印度で最初に確認された変異の有る新型コロナウイルス、所謂印度株に関して、越南の保健当局が「更に別の変異が起きたものが検出された」との分析結果を公表。問題の変異はウイルス表面のスパイク蛋白質を作る遺伝子の一部で生じており、英国株で見られる特徴的な変異に類似するも、感染力に影響が及ぶ変異か否かは不明との事。印度株に関しては、田村厚生労働大臣がNHKの番組に出演して「スクリーニングの為の試薬を作って」いる所で「体制を早期に整えていきたい」等と述べると共に、ワクチン接種に就いて「基礎疾患が有る人は自己申告なので、接種が何時終わるか分からない」「基礎疾患が有る人への接種が始まった時には一般の人も当然、一緒に動いて行く」「各自治体では然う云う体制を頂きたい」と発言した由。

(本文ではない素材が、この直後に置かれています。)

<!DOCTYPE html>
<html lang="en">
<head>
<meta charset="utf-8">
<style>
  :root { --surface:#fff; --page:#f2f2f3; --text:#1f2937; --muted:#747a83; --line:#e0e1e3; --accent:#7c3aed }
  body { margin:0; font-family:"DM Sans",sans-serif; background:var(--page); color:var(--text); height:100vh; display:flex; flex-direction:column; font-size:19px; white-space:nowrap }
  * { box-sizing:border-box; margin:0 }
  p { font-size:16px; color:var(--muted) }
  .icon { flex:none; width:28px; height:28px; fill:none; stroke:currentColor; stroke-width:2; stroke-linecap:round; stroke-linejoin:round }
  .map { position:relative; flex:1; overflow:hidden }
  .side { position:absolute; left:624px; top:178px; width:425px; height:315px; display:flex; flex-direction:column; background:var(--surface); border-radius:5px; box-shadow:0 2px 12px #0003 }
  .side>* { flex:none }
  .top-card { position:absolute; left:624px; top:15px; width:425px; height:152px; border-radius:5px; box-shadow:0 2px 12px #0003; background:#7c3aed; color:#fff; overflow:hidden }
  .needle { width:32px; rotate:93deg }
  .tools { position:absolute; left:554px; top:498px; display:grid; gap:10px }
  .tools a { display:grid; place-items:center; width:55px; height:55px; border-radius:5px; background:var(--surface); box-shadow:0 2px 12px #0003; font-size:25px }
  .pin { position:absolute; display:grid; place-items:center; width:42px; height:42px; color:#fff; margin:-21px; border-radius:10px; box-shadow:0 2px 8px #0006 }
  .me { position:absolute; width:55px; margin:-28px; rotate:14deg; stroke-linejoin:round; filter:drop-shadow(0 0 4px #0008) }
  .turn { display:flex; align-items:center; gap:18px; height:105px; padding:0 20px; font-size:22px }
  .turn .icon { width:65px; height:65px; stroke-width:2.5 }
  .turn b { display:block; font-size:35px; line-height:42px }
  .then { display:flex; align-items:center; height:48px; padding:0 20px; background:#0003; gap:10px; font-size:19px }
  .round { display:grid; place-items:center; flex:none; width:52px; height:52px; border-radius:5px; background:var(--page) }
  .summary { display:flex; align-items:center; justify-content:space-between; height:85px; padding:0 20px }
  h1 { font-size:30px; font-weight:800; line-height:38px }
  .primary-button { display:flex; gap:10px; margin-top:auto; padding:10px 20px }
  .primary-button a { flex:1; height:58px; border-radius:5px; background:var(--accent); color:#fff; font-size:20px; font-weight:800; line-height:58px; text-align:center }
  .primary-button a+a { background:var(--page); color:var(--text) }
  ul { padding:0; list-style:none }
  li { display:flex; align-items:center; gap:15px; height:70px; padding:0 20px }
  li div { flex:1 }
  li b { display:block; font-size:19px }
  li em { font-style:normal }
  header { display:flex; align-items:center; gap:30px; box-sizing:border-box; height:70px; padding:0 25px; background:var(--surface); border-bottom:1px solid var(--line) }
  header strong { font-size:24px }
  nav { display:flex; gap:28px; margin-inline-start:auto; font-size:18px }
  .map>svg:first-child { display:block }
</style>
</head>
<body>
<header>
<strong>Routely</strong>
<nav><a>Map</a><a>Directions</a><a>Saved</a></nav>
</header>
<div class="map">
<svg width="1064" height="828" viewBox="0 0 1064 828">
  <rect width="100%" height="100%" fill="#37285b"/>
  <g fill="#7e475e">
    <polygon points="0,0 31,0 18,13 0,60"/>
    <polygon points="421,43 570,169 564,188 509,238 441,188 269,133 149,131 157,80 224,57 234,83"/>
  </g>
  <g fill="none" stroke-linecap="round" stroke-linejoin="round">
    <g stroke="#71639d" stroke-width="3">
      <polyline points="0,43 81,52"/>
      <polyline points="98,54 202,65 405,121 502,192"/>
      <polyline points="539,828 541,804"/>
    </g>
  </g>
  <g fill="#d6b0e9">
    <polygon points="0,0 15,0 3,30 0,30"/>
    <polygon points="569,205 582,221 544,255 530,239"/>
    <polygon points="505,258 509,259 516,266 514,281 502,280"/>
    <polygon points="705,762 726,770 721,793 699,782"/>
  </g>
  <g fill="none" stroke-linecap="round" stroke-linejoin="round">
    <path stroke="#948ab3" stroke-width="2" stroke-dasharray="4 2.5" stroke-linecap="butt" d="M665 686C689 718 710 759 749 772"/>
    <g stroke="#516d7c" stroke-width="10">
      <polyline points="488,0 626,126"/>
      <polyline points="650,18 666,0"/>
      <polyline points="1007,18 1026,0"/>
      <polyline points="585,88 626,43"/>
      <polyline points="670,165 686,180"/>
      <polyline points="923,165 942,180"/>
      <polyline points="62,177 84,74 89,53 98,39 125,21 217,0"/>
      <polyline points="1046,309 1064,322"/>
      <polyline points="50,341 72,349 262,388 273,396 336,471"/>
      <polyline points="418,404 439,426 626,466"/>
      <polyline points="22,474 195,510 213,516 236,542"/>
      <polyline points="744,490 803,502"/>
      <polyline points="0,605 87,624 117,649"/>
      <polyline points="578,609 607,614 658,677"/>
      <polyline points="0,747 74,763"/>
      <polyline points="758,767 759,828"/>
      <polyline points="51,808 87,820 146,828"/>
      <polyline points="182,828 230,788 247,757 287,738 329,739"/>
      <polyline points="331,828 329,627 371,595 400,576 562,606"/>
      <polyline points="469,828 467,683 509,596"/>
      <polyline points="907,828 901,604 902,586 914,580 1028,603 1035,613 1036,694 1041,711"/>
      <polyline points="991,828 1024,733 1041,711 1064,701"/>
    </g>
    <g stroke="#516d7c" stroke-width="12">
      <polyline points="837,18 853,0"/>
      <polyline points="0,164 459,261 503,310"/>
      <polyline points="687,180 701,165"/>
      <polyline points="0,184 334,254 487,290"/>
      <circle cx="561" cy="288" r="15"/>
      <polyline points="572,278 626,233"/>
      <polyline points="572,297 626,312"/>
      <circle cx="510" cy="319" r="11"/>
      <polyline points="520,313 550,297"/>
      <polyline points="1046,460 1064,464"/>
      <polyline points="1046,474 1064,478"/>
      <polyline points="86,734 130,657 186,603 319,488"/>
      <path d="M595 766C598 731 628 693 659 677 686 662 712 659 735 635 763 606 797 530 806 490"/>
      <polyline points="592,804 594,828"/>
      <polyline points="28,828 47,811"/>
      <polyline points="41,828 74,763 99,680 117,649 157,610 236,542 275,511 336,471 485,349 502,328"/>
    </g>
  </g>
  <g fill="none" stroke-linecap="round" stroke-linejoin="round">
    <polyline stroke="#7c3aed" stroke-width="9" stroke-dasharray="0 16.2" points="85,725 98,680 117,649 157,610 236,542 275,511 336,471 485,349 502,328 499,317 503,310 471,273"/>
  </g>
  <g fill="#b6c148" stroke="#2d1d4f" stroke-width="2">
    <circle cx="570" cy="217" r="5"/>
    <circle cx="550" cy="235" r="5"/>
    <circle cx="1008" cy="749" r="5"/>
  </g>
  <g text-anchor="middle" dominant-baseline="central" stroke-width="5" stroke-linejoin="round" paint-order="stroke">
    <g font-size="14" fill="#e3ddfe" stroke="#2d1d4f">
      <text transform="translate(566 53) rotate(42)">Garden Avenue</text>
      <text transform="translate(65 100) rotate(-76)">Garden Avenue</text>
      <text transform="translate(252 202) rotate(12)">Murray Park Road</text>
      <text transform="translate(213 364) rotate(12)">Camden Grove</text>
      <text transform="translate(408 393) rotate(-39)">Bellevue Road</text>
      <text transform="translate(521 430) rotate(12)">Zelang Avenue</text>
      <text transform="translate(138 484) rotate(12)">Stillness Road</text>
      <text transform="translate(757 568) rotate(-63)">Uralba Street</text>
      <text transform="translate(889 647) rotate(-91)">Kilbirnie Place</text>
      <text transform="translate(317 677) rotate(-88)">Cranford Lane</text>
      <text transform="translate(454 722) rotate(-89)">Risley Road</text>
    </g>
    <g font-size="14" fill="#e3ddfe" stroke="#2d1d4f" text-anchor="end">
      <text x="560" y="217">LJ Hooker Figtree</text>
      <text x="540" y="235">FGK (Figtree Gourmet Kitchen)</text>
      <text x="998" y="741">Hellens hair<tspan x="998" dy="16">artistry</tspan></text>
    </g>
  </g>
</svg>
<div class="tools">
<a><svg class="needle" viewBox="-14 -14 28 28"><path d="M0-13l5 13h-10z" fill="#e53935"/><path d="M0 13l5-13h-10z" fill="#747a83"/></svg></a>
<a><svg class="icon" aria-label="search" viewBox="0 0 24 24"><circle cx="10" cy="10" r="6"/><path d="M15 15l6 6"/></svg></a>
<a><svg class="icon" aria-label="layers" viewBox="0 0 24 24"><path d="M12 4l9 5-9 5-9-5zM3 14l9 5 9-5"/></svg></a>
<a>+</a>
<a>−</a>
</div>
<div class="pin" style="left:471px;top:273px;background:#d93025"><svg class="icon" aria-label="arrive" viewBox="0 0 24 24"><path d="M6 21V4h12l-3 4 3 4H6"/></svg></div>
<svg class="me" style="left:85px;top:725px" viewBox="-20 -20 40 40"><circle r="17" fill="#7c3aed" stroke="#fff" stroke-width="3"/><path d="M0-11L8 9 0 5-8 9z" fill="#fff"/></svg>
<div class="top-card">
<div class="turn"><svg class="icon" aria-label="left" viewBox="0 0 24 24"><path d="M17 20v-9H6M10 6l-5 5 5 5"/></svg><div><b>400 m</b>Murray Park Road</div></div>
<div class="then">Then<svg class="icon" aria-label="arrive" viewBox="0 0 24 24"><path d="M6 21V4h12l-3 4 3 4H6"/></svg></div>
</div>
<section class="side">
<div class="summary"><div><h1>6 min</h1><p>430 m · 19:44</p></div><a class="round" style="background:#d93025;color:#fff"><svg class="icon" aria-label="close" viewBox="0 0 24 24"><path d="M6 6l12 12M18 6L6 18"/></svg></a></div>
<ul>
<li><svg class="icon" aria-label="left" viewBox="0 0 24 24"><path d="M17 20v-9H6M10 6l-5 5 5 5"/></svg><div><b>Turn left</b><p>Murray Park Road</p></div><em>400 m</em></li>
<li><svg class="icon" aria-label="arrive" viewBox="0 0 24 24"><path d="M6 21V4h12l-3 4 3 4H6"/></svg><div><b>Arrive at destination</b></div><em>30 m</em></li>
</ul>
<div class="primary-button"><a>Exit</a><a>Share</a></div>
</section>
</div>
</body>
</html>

政府は7月末迄に高齢者への接種完了を目指し、一昨日の総理会見では「高齢者への接種の見通しが付いた市町村」から来月中に「基礎疾患が有る人を含め、広く一般の人への接種を始める」との意向を強調。斯様な状況下で昨夜、規制改革担当大臣の河野氏が自らの電網番組で、福岡市から「7月中に高齢者への接種を終えられる見通しが立った」「保育士や小中学校の教職員等に独自に優先順位をつけて接種を行いたい」との提案を受けた事を公表。「7月末迄に高齢者に確実にワクチンを打ち終わる」と自治体の長が約束するならば、「独自の優先枠を設けて打って貰って結構」と述べた由。
厚生労働省は新型コロナウイルス感染で肺炎等を起こしている中等症以上の患者は原則入院させる事を求めて来たが、関西を中心に医療が逼迫。自宅で療養せざるを得ない者が続出する状況を踏まえ、厚生労働省が今月26日に「新型コロナウイルス感染症 診療の手引き」を改訂。此の第5版では「自宅で療養中の患者に投薬治療等を行う際の手順」が初めて掲載され、「血中酸素濃度が低下した場合等は酸素療法を行い、デキサメタゾンも投与する」「発症から7日前後で悪化する事が多い為、丁寧に状態を把握する」等の記述も有るが、入院と同様に在宅治療の場合も治療は公費で負担されるとの事。遅れ馳せながら国内でも概ね打つべき手は打たれており「五輪さえ中止されれば、本年後半には感染収束が近づく」と見たが、現実は如何に進展するか。